- Born: 31 October 1865 Netherton, Yorkshire
- Died: 19 March 1920 (aged 54) Ipoh, Malaya
- Education: University College, Durham, Pembroke College, Oxford
- Occupations: Barrister and colonial judge

= Albert Earnshaw =

British lawyer and colonial judge (1865–1920)

Albert Earnshaw (31 October 1865 – 19 March 1920) was a British lawyer and colonial judge.

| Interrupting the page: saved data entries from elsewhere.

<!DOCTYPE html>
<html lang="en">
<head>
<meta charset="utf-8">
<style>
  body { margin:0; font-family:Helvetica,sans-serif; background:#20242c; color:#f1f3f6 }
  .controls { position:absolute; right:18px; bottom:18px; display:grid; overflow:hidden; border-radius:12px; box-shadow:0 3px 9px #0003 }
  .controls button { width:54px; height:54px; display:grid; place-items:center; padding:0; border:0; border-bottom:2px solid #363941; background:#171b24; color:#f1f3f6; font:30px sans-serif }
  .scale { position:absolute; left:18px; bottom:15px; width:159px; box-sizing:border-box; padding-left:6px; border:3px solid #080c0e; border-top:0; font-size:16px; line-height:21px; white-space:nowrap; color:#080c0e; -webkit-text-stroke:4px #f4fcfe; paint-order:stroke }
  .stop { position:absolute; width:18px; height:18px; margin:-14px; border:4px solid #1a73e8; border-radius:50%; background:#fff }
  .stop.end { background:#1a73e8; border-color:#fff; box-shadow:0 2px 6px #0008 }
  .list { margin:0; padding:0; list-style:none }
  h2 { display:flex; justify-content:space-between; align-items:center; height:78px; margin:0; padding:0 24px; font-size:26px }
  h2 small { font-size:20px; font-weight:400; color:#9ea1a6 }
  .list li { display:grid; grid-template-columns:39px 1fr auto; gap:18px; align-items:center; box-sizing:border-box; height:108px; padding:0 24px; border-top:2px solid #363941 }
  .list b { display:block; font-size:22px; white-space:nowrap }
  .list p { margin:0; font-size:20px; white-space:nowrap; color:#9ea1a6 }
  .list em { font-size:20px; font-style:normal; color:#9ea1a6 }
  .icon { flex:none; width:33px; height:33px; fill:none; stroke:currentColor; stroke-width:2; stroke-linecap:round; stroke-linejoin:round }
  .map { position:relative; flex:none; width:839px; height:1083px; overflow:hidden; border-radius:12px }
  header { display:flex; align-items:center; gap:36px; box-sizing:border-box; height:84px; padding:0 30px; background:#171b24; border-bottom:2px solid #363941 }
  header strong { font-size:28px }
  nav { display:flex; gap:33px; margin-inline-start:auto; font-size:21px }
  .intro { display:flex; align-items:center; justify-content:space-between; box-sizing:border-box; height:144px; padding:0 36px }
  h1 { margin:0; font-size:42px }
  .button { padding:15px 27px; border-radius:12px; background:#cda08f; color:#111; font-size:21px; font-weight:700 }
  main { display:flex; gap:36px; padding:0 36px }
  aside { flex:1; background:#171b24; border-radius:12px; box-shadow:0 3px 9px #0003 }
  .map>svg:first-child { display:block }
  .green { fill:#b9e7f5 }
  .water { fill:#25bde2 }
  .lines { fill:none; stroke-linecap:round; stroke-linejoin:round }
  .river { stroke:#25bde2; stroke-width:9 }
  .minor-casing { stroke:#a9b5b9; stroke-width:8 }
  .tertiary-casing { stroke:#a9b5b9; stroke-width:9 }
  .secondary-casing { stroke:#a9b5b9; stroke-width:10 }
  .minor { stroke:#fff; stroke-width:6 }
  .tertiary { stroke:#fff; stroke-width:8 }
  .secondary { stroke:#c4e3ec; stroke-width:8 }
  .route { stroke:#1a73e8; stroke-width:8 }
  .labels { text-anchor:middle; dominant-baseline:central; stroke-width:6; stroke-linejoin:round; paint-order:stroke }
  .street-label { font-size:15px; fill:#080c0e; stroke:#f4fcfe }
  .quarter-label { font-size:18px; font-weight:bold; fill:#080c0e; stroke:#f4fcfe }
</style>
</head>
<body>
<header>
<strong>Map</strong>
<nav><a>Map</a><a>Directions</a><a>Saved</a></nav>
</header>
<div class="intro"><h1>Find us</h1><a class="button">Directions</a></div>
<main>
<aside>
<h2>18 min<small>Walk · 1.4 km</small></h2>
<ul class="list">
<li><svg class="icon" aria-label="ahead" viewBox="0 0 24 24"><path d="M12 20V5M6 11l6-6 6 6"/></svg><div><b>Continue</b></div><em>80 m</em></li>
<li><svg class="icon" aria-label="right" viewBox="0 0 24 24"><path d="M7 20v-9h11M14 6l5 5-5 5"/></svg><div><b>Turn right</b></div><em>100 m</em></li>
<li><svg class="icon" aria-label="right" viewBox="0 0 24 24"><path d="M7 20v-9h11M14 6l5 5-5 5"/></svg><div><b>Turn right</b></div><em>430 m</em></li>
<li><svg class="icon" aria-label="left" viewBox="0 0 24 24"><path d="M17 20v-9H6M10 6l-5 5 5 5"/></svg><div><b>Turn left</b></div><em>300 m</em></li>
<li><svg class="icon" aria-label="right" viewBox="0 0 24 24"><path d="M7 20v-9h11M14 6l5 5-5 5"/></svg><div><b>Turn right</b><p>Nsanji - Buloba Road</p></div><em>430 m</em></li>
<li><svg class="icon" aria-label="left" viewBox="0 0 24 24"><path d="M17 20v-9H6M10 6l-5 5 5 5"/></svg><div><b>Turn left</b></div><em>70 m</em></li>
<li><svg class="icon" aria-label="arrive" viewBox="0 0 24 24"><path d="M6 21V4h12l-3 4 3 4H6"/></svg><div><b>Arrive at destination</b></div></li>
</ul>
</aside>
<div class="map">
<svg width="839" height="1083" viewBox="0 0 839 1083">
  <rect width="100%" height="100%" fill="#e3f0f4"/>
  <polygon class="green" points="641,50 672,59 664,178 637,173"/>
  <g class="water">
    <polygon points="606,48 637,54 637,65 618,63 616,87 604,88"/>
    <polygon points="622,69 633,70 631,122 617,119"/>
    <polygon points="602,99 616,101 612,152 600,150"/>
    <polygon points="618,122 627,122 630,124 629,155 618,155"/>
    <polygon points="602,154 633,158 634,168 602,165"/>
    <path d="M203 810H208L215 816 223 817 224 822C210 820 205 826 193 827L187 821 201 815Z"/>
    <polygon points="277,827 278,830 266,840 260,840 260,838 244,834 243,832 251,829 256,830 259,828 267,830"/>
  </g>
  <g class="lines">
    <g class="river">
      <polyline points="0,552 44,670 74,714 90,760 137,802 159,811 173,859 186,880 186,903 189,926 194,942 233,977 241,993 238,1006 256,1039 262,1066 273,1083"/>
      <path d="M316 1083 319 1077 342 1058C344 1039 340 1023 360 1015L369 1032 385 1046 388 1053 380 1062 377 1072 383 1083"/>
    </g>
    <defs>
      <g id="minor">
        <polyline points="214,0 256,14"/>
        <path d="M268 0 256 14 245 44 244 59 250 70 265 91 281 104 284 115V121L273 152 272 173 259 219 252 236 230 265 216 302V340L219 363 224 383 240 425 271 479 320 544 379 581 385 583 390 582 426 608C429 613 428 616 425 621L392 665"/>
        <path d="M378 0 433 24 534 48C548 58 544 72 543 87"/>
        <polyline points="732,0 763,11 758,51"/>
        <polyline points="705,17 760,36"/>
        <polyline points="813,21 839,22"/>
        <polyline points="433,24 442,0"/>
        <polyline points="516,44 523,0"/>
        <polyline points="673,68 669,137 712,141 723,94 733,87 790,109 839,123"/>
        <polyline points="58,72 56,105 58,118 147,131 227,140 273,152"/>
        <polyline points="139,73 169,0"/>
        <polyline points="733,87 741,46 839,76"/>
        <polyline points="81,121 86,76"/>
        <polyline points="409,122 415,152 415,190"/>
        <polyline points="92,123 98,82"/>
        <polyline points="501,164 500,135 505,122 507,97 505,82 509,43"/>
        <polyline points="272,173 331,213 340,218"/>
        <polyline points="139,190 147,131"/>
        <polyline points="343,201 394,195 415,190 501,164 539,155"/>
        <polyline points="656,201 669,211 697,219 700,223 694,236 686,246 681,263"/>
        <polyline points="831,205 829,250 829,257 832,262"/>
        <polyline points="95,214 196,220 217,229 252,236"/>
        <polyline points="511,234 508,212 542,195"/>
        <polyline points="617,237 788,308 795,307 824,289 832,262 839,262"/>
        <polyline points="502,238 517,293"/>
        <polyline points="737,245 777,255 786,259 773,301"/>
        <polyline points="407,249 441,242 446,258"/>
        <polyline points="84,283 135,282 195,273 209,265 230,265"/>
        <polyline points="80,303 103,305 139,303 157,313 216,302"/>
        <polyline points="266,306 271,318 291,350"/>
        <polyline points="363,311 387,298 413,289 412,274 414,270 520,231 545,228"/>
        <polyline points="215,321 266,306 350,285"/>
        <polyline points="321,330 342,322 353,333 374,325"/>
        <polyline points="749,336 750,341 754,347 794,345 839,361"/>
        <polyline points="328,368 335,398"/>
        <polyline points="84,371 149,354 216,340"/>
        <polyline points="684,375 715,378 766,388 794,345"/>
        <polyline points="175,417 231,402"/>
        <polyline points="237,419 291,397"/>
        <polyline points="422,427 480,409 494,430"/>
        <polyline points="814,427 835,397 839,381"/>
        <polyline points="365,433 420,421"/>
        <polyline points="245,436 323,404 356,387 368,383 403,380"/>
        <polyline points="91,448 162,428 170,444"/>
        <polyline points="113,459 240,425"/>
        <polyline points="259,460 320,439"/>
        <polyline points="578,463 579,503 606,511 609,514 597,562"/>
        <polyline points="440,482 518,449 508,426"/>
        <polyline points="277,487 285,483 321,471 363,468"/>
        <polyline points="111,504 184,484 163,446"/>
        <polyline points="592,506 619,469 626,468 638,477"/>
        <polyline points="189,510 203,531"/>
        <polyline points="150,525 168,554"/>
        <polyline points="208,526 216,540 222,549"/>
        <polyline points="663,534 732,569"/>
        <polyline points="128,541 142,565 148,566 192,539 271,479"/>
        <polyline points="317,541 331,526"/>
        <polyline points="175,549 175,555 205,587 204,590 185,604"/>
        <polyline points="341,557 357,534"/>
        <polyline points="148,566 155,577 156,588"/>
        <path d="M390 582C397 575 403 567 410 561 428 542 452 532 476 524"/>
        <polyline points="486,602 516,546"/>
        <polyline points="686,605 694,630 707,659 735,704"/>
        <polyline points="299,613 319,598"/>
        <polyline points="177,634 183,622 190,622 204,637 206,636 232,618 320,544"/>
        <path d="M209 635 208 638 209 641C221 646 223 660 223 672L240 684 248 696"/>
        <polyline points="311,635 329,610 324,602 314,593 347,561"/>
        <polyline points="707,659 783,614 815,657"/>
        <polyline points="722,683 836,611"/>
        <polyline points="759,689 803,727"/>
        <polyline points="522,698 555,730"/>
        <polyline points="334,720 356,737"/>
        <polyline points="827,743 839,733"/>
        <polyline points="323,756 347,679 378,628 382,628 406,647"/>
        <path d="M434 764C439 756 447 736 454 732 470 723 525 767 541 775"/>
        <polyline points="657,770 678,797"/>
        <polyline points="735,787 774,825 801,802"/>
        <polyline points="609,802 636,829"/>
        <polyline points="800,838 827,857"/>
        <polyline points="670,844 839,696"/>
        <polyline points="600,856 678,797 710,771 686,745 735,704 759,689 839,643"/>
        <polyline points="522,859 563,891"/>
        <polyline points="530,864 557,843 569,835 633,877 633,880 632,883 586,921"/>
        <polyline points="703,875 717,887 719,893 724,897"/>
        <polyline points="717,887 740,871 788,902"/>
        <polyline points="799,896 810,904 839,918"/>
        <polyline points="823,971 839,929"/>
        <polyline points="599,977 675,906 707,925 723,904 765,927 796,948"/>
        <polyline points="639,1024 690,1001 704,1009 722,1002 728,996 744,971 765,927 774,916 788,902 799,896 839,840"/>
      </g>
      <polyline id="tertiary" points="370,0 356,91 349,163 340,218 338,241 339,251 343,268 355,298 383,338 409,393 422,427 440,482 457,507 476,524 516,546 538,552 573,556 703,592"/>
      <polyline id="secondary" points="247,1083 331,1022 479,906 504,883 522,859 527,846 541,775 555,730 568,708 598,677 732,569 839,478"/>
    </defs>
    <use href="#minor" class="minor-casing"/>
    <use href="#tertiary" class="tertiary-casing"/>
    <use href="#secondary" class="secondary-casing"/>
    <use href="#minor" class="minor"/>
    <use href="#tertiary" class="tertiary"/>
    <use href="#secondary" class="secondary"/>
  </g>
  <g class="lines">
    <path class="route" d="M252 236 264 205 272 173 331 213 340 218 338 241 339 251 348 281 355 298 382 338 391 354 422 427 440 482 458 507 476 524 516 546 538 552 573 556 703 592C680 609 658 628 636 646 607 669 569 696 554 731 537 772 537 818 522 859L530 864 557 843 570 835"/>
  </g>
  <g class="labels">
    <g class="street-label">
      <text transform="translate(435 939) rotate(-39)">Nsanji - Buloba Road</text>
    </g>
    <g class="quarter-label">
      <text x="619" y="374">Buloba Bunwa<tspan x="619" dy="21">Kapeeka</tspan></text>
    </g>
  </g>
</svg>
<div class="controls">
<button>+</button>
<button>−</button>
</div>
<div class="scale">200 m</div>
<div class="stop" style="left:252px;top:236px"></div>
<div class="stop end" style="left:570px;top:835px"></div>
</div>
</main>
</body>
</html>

== Early life and education ==
Earnshaw was born at Netherton, Yorkshire on 31 October 1865, the only son of David Earnshaw. He was educated at Huddersfield College; University College, Durham (BA), and Pembroke College, Oxford (MA). He was an open classical scholar and took first class honours at both universities. He was a fellow of Durham University from 1889 to 1897. In 1893, he was called to the Bar at the Inner Temple.

== Career ==
After practising on the North-Eastern Circuit from 1896 to 1904, Earnshaw went to the Windward Islands where he served as magistrate at Grenada, and as a member of the Legislative Council of the Windward Islands. In 1907, he went to British Guiana where he served as stipendiary magistrate. While there he served as chairman of the Commission on Queen's College, Georgetown and as sole commissioner on various hospital issues. In 1909, he was transferred to the Gold Coast Colony where he held the appointment of Puisne Judge and served as chairman of the Commission to enquire into education questions. In 1912, he returned to British Guiana as Puisne Judge, and in the following year was appointed acting Chief Justice, British Guiana.

In 1914, Earnshaw was appointed Puisne Judge of the Supreme Court, Straits Settlements, Singapore and Judicial Commissioner of the Federated Malay States.

== Personal life and death ==
Earnshaw married Sarah Haley in 1896.

Earnshaw died suddenly on 19 March 1920 due to cerebral hemorrhage at Ipoh, Malaya, aged 54.